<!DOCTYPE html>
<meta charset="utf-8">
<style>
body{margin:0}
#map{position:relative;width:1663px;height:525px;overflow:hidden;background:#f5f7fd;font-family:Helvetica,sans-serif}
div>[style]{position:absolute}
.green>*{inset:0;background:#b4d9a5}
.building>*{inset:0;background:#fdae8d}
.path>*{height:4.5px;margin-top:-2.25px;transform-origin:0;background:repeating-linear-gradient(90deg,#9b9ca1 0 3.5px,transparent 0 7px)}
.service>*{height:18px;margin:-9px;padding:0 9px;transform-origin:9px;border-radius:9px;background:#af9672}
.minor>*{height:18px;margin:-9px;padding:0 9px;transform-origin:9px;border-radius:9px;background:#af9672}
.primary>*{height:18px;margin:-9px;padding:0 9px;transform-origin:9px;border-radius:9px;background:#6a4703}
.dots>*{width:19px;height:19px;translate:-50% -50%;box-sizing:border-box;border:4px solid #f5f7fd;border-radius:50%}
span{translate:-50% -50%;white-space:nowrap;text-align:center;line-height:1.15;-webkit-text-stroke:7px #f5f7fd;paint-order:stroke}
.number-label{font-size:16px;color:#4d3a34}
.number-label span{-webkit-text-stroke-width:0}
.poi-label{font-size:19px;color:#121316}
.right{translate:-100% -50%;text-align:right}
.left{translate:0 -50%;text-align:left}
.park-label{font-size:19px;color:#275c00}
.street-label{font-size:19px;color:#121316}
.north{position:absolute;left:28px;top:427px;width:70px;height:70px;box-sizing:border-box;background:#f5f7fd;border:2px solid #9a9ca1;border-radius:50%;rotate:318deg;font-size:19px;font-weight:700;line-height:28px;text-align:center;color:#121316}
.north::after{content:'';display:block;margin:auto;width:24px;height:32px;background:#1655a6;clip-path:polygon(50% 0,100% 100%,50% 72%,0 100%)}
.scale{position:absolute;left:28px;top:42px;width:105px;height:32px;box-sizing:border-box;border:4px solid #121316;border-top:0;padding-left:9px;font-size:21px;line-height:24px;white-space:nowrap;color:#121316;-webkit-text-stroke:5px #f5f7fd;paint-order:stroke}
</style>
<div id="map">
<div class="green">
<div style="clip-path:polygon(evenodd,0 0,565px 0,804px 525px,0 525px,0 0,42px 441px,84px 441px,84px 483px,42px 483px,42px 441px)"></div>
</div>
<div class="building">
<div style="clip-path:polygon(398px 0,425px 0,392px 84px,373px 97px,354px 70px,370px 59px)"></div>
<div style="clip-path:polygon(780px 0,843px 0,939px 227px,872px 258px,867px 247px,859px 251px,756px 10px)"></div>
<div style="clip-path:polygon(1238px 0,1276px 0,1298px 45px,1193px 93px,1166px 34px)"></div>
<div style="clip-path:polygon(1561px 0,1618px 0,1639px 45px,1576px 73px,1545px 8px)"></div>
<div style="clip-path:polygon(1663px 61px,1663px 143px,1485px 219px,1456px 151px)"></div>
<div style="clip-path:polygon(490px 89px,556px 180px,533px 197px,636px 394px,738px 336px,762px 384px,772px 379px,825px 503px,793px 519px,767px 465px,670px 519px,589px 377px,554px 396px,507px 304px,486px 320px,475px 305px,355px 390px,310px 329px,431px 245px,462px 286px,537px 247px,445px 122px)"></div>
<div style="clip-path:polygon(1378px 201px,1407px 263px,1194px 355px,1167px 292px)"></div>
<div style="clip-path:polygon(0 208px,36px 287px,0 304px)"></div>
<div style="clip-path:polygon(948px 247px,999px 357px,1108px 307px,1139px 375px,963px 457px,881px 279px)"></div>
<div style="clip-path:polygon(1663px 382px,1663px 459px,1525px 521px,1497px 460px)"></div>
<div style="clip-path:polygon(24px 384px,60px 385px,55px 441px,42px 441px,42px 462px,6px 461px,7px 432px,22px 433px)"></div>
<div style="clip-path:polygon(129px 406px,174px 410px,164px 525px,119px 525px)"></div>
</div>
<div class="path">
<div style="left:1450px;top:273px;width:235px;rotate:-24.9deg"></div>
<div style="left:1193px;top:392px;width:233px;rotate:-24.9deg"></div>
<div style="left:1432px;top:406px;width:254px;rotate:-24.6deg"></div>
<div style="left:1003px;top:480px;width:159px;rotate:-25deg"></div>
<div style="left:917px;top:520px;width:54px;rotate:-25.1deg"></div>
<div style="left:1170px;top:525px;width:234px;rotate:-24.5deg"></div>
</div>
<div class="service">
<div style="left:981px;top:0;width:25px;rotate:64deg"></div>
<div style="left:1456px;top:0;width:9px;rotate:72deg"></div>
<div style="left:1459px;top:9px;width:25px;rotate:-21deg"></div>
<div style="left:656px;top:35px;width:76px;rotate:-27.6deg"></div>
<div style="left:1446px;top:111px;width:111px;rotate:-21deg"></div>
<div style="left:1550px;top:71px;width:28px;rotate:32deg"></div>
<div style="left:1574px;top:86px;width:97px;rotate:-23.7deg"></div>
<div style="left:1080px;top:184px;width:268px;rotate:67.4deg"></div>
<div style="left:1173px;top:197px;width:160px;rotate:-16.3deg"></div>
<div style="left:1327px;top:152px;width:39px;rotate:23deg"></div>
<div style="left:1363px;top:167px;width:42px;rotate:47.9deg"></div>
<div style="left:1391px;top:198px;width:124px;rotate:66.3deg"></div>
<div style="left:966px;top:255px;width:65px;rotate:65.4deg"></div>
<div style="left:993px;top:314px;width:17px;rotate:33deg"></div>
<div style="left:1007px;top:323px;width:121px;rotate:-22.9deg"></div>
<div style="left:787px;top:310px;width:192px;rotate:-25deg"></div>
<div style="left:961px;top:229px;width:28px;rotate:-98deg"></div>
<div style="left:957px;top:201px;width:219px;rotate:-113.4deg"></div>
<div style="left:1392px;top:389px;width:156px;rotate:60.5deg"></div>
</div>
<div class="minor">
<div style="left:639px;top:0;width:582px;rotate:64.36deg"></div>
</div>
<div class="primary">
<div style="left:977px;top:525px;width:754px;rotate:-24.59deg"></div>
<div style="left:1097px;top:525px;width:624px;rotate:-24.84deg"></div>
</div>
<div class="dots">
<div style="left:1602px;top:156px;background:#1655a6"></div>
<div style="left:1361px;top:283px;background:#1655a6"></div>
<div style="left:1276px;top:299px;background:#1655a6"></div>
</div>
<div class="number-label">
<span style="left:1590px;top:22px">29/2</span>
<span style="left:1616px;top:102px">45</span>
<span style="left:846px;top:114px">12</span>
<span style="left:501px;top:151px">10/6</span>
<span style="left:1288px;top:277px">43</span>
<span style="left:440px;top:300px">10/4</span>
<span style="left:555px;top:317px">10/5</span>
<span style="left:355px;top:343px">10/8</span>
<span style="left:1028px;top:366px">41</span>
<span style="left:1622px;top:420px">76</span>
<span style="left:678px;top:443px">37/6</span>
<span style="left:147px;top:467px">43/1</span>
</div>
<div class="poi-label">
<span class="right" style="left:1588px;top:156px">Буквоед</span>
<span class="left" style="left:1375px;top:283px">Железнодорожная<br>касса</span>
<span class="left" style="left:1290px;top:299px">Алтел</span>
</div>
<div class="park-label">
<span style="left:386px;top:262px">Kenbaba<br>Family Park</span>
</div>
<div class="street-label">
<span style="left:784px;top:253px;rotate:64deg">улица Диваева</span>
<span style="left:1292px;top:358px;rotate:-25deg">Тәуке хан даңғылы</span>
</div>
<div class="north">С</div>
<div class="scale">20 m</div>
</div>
+++++
**TASK TO CARRY OUT:** Lines in the listing above that contain the word "building" must be copied; leave out the rest.

**ANSWER TO THIS EXERCISE:**
.building>*{inset:0;background:#fdae8d}
<div class="building">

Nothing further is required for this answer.